##### STUDY MATERIAL #####

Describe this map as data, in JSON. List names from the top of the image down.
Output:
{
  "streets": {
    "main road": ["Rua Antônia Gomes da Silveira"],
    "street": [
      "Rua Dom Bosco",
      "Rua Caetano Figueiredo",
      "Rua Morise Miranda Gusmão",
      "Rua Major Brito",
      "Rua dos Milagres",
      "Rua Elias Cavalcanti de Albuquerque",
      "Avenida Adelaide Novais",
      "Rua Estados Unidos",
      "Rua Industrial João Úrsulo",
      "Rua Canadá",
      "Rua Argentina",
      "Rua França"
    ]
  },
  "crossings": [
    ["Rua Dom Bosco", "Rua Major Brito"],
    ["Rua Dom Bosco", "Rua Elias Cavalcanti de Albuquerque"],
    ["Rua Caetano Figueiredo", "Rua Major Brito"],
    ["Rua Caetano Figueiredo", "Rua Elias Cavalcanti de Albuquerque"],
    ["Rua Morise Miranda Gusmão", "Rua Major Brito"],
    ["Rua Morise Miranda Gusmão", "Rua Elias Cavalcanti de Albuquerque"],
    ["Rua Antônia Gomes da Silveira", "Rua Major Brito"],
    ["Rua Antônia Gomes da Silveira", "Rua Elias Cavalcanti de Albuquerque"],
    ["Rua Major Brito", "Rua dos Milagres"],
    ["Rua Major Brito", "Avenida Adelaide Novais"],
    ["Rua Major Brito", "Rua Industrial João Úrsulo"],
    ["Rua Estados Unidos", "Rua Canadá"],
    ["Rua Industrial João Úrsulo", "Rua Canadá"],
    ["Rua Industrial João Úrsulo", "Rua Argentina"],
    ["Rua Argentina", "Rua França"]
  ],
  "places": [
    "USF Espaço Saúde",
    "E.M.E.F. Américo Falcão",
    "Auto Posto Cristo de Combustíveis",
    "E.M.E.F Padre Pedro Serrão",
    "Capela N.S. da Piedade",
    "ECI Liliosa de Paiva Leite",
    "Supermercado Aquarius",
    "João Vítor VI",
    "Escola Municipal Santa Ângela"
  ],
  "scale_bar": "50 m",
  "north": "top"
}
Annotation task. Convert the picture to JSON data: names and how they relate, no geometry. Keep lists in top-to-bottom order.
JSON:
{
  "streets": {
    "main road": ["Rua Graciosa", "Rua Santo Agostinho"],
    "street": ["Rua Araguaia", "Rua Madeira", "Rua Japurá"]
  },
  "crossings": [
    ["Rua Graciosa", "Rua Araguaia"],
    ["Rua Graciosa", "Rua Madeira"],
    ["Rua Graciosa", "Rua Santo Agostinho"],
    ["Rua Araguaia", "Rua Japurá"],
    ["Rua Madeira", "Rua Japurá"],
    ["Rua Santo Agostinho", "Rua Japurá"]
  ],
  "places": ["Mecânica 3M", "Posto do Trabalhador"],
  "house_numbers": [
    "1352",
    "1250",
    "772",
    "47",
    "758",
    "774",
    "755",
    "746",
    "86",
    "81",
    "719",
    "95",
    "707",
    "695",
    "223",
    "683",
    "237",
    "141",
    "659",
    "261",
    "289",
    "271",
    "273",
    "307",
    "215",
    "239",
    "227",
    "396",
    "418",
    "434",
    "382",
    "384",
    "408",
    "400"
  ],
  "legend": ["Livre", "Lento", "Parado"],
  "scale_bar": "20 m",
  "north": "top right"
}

#####

[YOUR GOAL]:
The expected output is the lines from the one holding "Annotation task. Convert" through the last line of the data, exactly as they appear, with nothing before or after.

[RESULT FOR THIS EXERCISE]:
Annotation task. Convert the picture to JSON data: names and how they relate, no geometry. Keep lists in top-to-bottom order.
JSON:
{
  "streets": {
    "main road": ["Rua Graciosa", "Rua Santo Agostinho"],
    "street": ["Rua Araguaia", "Rua Madeira", "Rua Japurá"]
  },
  "crossings": [
    ["Rua Graciosa", "Rua Araguaia"],
    ["Rua Graciosa", "Rua Madeira"],
    ["Rua Graciosa", "Rua Santo Agostinho"],
    ["Rua Araguaia", "Rua Japurá"],
    ["Rua Madeira", "Rua Japurá"],
    ["Rua Santo Agostinho", "Rua Japurá"]
  ],
  "places": ["Mecânica 3M", "Posto do Trabalhador"],
  "house_numbers": [
    "1352",
    "1250",
    "772",
    "47",
    "758",
    "774",
    "755",
    "746",
    "86",
    "81",
    "719",
    "95",
    "707",
    "695",
    "223",
    "683",
    "237",
    "141",
    "659",
    "261",
    "289",
    "271",
    "273",
    "307",
    "215",
    "239",
    "227",
    "396",
    "418",
    "434",
    "382",
    "384",
    "408",
    "400"
  ],
  "legend": ["Livre", "Lento", "Parado"],
  "scale_bar": "20 m",
  "north": "top right"
}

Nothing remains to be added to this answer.